El comienzo es pobre. Hay artículos sobre exposiciones, libros, ensayos y notas sobre publicaciones: el esperable detrito de historia del arte en los márgenes de la erudición de otros («notas con respecto a la autenticación de», «respuestas al catálogo razonado de»). Son textos que se parecen un poco a sus colecciones italianas y pienso que estoy haciendo escasos avances. Pero según pasan las semanas empiezo a sentirme más suelto en compañía de Charles: el primer coleccionista de netsuke escribe cada vez más fluidamente. Asoman inesperados registros de sentimiento. Tres semanas de mi preciosa primavera se esfuman y luego otra quincena, loco gasto de días hilándose en la penumbra frente a las revistas.

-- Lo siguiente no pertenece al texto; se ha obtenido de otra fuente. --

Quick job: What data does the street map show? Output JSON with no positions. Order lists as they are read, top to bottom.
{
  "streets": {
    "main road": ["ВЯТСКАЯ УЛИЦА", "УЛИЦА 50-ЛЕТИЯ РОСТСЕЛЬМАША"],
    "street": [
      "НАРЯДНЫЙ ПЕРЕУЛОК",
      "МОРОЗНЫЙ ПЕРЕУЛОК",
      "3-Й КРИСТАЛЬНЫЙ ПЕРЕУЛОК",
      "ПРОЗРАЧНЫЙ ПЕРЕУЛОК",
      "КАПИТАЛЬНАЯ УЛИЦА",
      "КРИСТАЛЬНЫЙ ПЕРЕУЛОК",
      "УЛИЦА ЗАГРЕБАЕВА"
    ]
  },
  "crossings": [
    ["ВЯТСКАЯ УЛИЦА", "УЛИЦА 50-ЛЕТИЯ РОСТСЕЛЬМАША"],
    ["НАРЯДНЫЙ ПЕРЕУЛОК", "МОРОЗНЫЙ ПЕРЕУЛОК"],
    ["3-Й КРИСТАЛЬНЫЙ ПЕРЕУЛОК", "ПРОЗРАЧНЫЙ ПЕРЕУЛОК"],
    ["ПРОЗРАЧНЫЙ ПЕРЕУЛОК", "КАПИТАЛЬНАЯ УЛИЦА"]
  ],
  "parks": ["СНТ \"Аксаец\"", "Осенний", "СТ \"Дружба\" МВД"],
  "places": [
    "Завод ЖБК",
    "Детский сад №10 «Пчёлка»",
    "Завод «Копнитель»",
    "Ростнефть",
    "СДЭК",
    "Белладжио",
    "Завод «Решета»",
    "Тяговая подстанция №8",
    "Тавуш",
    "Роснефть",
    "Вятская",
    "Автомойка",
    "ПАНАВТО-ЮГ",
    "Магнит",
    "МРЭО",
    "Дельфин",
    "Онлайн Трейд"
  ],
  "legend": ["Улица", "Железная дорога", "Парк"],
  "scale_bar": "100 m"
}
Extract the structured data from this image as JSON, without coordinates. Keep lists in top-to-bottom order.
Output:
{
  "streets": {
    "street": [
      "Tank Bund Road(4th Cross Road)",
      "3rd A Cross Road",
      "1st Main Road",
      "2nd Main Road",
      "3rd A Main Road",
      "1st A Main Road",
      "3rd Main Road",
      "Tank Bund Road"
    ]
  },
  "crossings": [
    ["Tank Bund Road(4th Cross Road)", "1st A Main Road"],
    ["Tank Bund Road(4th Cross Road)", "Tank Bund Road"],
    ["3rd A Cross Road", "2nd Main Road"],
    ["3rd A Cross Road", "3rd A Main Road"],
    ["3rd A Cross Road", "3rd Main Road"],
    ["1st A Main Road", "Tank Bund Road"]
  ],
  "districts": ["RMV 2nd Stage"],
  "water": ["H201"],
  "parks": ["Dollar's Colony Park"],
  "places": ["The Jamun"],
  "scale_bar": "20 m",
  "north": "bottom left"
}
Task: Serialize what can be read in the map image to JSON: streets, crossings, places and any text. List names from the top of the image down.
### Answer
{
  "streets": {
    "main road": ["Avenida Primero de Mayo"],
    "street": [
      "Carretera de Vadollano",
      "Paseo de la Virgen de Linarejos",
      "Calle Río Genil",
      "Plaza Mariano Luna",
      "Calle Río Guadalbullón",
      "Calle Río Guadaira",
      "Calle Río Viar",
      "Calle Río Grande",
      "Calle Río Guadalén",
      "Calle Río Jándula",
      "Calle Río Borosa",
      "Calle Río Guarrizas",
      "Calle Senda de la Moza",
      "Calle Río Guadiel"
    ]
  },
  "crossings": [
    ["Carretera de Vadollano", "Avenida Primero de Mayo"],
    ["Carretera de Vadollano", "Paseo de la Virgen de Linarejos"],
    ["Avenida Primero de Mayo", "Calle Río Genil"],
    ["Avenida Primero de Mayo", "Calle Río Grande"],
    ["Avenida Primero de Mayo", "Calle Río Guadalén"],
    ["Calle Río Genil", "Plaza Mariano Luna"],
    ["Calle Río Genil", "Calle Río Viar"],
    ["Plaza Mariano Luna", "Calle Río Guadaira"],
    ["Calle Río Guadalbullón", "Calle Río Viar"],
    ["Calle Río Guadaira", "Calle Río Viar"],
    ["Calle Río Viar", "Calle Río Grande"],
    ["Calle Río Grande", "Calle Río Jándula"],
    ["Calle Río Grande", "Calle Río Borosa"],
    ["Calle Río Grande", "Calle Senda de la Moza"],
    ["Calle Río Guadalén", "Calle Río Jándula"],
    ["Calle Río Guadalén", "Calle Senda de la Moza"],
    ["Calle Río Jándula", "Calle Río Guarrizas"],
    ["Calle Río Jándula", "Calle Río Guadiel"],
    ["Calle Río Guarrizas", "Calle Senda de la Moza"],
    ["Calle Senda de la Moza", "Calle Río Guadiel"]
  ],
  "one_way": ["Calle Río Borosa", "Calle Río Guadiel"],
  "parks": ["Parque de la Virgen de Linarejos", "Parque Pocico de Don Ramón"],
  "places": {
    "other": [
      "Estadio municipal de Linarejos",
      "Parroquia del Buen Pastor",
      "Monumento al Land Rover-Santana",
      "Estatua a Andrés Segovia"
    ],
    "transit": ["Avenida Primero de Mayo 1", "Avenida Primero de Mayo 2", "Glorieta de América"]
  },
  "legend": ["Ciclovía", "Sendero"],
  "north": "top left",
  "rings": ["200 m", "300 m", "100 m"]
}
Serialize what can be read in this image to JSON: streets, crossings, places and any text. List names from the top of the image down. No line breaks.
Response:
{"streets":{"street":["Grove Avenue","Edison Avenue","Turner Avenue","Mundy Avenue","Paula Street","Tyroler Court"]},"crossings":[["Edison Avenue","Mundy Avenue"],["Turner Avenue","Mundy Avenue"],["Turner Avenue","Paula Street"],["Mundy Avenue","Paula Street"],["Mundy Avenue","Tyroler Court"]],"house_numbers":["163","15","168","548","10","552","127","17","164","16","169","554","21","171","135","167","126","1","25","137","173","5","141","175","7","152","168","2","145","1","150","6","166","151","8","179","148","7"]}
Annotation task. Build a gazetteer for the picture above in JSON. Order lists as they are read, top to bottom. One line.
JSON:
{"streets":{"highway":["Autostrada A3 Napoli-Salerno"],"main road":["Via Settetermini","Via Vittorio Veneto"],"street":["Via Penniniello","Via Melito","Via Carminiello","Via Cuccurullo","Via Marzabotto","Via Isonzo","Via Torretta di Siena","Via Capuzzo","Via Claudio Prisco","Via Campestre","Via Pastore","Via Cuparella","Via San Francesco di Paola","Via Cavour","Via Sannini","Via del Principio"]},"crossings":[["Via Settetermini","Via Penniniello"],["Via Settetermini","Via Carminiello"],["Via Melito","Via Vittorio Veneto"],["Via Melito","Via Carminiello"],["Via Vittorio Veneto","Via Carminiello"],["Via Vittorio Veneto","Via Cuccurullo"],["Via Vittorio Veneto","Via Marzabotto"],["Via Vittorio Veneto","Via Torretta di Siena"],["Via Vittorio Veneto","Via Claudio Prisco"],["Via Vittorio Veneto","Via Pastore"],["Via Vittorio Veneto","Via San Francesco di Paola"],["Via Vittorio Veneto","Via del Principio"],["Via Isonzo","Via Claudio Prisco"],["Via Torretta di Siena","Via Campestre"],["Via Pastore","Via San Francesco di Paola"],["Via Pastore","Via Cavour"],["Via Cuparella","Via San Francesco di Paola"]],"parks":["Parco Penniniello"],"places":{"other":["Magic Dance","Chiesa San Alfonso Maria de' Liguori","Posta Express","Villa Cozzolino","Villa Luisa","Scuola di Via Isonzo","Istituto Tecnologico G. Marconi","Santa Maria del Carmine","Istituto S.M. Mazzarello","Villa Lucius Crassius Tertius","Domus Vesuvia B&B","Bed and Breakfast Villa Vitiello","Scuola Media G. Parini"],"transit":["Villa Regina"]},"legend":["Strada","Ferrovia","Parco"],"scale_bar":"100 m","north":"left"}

Charles aprende a pasar tiempo con una pintura. Ha estado allí mirando, intuye uno, y luego ha vuelto para mirar una vez más. En algunos ensayos sobre exposiciones uno siente esa mano en el hombro, el vuélvete y mira de nuevo, acércate más, toma distancia. Siente la confianza creciente, y la pasión, y por fin un filo acerado en la escritura, un disgusto por las opiniones establecidas. Charles modera el sentimiento en el juicio, pero escribe de modo que uno es consciente de los dos. Esto no es frecuente en la crítica de arte, pienso, mientras las semanas se me escapan en la biblioteca y a mi alrededor crece la pila de Gazettes, torre de nuevas preguntas, cada volumen una matriz de marcas y notas adhesivas amarillas y papelitos de atención.

Me duelen los ojos. La letra es del cuerpo ocho, y para las notas aún menor. Al menos voy recuperando el francés. Empiezo a pensar que puedo trabajar con este hombre. No se pasa la mayor parte del tiempo alardeando. Quiere que veamos más claramente lo que tiene ante sí. Me parece muy honorable.